In a statement the says Director General Mark Thompson will use his position as Chair of the broadcasting sector’s Cultural Diversity Network to “raise the topic of fair representation of people of all ages across the broadcasting industry.”
Frankly Thompson’s focus needs to be on finally getting a grip of the organisation he’s (over)paid to manage.
For their part the BBC Trust needs to ensure a thorough investigation is carried out into a decision making process so lax that official records of major spending and recruitment decisions are considered an optional extra.
After dodgy competitions, executives topping up their salaries courtesy of insanely generous expenses, the Ross/Brand fiasco and the overturned 6Music decision, Licence Fee payers are entitled to ask what they’re getting in return for possibly the highest executive salary bill in the public sector.

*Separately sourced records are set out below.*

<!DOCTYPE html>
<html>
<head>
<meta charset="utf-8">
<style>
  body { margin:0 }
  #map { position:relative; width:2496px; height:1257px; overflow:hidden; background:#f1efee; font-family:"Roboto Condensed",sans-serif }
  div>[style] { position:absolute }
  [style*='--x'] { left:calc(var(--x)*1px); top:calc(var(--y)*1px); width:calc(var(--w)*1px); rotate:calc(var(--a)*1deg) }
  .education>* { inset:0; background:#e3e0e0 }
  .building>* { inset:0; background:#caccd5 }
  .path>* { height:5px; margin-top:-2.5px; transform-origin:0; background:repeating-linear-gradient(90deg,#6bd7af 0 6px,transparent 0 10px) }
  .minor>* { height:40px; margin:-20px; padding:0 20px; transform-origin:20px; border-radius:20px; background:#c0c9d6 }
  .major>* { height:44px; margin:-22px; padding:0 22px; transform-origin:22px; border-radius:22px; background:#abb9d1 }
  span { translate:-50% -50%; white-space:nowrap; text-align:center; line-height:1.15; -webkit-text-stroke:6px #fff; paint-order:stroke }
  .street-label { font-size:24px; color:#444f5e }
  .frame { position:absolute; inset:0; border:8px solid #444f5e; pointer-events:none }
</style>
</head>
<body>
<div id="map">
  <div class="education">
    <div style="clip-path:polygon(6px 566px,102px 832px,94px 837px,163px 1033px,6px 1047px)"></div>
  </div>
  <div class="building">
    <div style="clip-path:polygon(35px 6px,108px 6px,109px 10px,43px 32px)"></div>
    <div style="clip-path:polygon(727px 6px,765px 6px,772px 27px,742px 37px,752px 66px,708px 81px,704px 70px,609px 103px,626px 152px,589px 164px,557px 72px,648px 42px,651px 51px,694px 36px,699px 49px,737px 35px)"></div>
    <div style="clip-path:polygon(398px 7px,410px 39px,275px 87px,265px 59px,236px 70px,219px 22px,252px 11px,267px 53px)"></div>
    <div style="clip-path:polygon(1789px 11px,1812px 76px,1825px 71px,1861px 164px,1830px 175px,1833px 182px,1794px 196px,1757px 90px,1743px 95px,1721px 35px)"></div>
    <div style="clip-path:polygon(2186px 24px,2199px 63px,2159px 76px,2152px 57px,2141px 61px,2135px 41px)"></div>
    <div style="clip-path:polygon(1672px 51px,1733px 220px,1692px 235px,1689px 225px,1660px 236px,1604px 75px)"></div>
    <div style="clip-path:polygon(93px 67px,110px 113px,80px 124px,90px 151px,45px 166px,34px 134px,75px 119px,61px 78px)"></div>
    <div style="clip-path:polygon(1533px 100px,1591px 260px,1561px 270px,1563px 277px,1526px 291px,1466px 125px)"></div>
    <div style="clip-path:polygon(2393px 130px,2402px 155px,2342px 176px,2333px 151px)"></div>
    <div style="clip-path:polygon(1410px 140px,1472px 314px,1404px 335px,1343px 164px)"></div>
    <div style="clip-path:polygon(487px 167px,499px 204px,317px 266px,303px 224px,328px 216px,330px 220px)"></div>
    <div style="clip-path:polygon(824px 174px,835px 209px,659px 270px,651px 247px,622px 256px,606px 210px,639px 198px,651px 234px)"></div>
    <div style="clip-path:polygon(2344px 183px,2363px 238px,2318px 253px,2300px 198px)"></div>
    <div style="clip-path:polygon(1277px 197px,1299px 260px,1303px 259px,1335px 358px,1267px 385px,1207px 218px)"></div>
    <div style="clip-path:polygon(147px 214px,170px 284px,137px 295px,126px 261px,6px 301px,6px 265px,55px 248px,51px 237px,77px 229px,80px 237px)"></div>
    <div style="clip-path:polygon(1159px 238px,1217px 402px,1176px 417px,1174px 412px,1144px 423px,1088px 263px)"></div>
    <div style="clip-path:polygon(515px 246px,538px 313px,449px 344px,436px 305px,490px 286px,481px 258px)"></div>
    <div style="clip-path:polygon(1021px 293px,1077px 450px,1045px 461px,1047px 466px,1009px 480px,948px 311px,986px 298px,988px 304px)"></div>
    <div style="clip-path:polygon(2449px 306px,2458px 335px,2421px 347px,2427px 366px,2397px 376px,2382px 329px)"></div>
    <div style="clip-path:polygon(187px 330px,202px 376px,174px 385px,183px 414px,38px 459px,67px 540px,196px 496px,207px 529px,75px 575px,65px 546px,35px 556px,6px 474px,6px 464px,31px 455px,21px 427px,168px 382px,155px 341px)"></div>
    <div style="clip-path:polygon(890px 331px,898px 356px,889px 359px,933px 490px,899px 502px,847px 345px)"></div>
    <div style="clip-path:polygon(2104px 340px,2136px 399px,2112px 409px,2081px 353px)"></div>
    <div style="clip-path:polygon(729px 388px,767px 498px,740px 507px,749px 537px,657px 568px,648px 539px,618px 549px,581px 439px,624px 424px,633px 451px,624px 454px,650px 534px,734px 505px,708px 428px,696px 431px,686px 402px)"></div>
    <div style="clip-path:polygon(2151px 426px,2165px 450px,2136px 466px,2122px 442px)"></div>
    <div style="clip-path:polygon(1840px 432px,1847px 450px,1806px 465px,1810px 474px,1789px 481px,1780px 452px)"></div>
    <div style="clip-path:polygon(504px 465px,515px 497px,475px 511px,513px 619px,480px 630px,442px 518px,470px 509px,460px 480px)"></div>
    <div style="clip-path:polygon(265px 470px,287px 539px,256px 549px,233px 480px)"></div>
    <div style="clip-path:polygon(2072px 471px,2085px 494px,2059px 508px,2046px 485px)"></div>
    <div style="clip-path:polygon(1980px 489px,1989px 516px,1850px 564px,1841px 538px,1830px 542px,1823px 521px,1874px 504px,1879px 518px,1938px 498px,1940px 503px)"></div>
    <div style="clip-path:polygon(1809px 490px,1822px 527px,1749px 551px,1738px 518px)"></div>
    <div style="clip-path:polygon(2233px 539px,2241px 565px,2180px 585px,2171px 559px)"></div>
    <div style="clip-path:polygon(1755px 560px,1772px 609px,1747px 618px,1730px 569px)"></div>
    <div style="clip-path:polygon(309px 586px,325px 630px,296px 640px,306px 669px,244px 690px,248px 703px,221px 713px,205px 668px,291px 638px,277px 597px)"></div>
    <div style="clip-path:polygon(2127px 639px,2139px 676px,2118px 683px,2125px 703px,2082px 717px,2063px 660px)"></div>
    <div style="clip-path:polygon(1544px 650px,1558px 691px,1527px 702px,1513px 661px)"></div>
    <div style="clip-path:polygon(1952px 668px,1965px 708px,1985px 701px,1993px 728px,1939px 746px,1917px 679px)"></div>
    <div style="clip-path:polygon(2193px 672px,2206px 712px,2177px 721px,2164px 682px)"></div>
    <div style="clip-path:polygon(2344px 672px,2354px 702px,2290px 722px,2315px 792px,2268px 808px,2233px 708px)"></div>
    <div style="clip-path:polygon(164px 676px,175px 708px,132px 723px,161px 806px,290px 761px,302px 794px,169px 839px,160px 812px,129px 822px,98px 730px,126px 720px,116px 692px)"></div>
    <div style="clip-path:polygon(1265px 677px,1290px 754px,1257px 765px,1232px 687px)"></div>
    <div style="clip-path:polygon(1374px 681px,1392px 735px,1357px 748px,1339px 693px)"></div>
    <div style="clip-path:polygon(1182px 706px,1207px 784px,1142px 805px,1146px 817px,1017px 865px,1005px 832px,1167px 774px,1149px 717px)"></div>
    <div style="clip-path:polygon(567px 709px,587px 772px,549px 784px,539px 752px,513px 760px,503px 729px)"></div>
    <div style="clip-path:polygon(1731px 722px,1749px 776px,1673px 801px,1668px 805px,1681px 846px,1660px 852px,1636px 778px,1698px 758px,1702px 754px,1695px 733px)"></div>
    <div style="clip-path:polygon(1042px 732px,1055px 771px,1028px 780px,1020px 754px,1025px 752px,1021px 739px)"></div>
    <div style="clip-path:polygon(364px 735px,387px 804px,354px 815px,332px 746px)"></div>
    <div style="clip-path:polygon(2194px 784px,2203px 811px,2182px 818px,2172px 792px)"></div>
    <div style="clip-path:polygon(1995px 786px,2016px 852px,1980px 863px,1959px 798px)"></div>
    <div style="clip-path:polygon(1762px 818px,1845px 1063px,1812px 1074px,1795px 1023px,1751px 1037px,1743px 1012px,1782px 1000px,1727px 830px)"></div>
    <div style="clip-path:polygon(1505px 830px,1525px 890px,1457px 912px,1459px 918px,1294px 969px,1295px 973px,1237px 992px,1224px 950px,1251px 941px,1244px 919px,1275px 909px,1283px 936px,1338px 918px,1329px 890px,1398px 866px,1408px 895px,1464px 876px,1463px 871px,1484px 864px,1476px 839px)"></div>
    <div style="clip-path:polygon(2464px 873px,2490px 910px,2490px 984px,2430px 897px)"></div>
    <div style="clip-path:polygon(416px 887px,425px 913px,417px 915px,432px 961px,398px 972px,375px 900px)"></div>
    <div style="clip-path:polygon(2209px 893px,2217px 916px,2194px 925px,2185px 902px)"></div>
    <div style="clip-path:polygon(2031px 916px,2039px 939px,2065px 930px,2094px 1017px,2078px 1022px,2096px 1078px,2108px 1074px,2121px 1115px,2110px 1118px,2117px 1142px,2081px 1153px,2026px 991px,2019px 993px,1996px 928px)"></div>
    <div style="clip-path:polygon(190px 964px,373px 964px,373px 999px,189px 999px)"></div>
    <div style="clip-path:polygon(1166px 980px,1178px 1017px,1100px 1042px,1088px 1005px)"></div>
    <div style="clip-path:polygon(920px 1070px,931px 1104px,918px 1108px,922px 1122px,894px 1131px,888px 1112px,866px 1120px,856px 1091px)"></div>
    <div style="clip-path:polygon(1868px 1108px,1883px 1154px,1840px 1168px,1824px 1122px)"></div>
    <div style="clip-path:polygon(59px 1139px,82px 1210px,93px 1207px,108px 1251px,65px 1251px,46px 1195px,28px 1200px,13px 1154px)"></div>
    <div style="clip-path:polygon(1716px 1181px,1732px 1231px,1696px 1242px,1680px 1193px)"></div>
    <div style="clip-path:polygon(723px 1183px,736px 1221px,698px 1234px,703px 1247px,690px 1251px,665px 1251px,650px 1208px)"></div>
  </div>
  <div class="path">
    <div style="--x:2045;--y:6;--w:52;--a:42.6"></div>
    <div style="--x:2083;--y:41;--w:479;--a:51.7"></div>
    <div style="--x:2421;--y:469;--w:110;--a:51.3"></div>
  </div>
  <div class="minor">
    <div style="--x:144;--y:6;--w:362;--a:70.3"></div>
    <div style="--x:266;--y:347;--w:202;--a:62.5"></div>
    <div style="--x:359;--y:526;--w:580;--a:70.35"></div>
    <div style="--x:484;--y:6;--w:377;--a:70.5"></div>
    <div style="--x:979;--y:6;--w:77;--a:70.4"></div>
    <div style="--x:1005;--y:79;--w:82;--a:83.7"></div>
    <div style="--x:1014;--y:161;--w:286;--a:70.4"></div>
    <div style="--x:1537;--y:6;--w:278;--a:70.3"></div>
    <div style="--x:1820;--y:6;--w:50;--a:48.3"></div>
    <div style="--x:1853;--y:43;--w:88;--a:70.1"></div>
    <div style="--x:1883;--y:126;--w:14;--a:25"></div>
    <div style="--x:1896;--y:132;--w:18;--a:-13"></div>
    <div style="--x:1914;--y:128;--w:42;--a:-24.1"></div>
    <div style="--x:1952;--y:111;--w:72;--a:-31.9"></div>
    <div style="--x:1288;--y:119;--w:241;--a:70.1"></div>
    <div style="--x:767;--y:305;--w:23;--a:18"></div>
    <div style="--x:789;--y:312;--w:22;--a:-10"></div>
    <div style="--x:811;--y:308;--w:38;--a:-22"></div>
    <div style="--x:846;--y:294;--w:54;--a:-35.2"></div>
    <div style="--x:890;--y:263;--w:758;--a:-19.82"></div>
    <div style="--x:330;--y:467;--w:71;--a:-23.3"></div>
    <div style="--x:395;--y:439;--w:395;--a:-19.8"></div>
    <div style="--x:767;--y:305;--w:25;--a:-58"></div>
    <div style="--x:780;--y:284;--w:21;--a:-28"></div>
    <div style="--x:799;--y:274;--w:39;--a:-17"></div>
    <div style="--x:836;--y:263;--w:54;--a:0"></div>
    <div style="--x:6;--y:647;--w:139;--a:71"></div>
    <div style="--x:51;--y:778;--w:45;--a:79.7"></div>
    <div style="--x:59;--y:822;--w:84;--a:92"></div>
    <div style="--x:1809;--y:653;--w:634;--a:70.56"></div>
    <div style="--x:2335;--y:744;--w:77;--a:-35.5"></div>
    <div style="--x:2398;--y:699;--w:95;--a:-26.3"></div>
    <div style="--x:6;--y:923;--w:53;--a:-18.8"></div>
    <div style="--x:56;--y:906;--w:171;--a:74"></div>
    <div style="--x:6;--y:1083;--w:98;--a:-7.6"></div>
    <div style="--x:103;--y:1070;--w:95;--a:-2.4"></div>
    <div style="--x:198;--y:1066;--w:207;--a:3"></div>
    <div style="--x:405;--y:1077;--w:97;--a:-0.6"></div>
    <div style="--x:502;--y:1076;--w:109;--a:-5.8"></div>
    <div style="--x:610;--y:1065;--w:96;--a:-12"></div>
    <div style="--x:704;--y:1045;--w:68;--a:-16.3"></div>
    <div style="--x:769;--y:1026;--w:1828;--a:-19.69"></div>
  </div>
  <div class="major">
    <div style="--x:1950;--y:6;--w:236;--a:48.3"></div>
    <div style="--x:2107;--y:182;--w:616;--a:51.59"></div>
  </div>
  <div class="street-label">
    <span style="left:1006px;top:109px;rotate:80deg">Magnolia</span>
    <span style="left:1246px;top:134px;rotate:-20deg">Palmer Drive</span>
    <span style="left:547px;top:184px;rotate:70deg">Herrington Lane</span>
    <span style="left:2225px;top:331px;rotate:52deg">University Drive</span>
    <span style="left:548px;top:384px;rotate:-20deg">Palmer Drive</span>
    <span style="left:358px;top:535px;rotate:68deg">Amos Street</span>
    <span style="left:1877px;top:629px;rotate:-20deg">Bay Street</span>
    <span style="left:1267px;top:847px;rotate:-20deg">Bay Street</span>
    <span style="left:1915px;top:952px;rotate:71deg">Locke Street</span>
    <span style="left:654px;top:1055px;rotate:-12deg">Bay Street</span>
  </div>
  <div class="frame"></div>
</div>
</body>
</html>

They’re also entitled to know that the man in charge of the organisation understands his own future cannot be guaranteed if future management-led cock-ups arise.
BBC bosses have previously dismissed any accusation of agism in how they decide who gets to front shows. That casual rejection will have played a major part in fostering an atmosphere where O’Reilly & co could be so easily heaved aside.
It’s now time for the BBC to drop its obsession with youth and looks and ensure all sections of the audience are fairly and truthfully represented.